OT: Transference

on January 3, 2010 in Other Tales

Dee stood on the path of darkness once more, the same path she had trod through her own dreams many times during a long weekend of sleep. She didn’t possess full conscious memories of her previous journeys along the path, though she did recognize it and she did have the unmistakable feeling that she had been on it many times before.

She couldn’t be certain, but she had the distinct impression that the last time she had followed it, it hadn’t been labeled with a neatly-lettered placard reading “Path Of Darkness”.

“That’d be her doing,” a voice said.

“Whose?” Dee asked.

“I think that’s my line,” the voice said again.

There was a fluttering in the darkness above Dee… darkness that her eyes could not seem to penetrate or sort out, and then a thing descended into view… a thing that flew awkwardly on flipper-like wings.
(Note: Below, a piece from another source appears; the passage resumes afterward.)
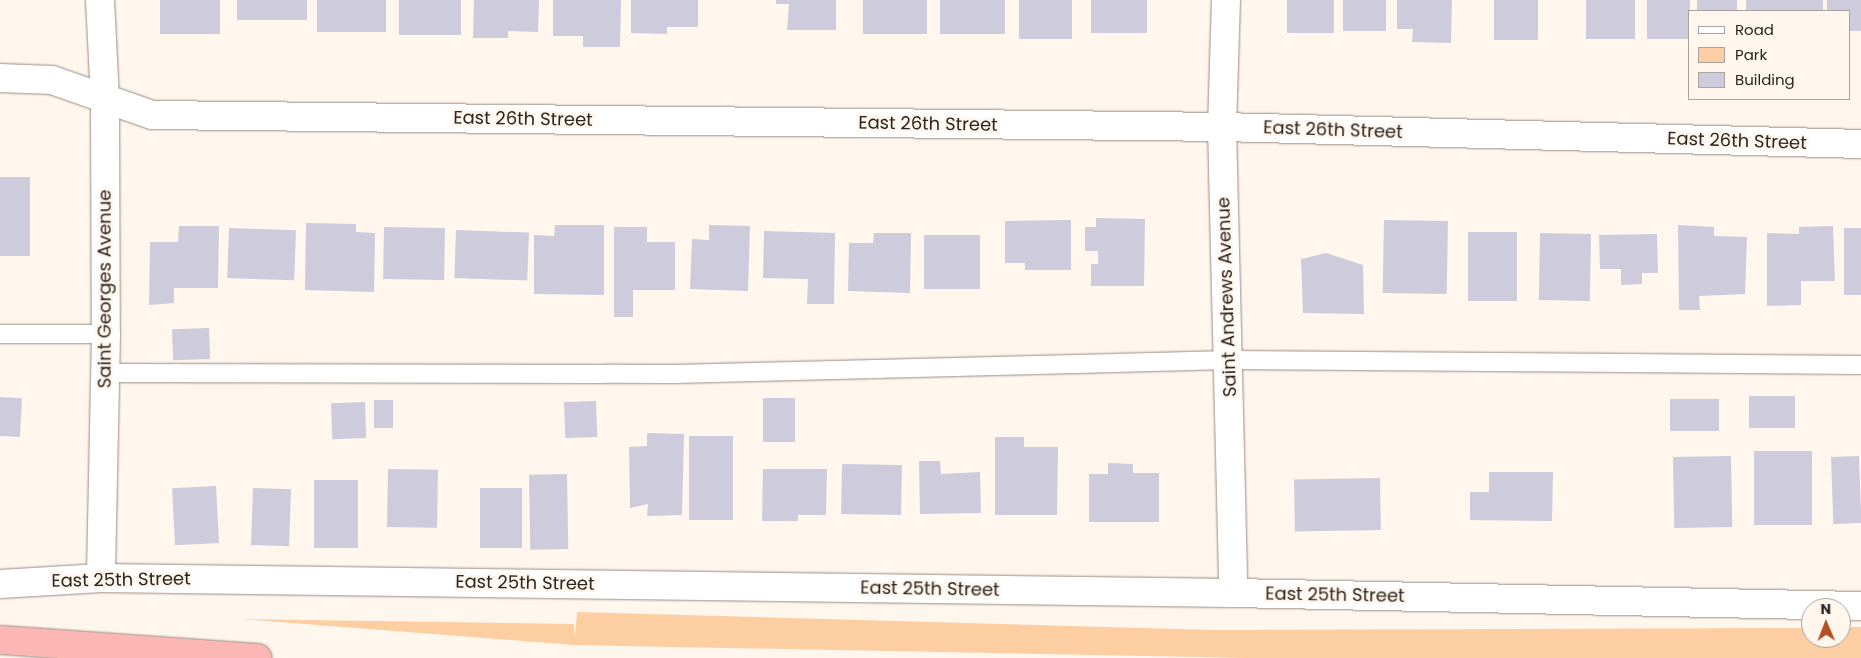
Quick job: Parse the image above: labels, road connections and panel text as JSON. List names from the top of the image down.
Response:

It had talons somewhat like a bird’s sticking out from a hard-carapaced torso.

“What manner of creature are you?” Dee asked the ungainly thing.

“Well, I think that should be clear,” it said.

“Not in the slightest,” Dee said. “You remind me somewhat of a picture that was labeled ‘tortoise’, but you also bear some resemblance to a night-hunting bird.”

“Like I said, perfectly clear,” the thing said. “I’m some sort of ridiculous owl-turtle thing, as you would well know if I hadn’t left my label behind.”

“Label?”

“She likes labels,” it said. It stopped its flapping and immediately a convenient post (conveniently labeled as such) materialized out of the darkness. There was a sign sticking out of the post bearing the description the thing had just given Dee for itself. “See?”

“Who? Who likes labels?”

“Whose dream do you think you’re in, exactly?”

“I thought I was in mine,” Dee said. “But then… I can see darkness in my dreams.”

“I would think you’d be able to see plenty of darkness in this one,” the owl-turtle thing said. “There doesn’t seem to be much else here to look at, excepting myself.”

“Darkness isn’t usually so opaque and monochromatic,” Dee said. “This is like someone else’s dream of darkness.”

“That’s an astounding coincidence,” the owl-turtle thing said.

“What is?”

“That it’s like that,” it said.

“How, precisely, is that coincidental?”

“In that it precisely coincides.”

“To what?” Dee asked.

“To the fact that it is someone else’s dream,” the thing said.

“So you have implied,” Dee said.

“You don’t believe the evidence of your own eyes?”

“Eyes can be deceptive, and so can dreams,” Dee said.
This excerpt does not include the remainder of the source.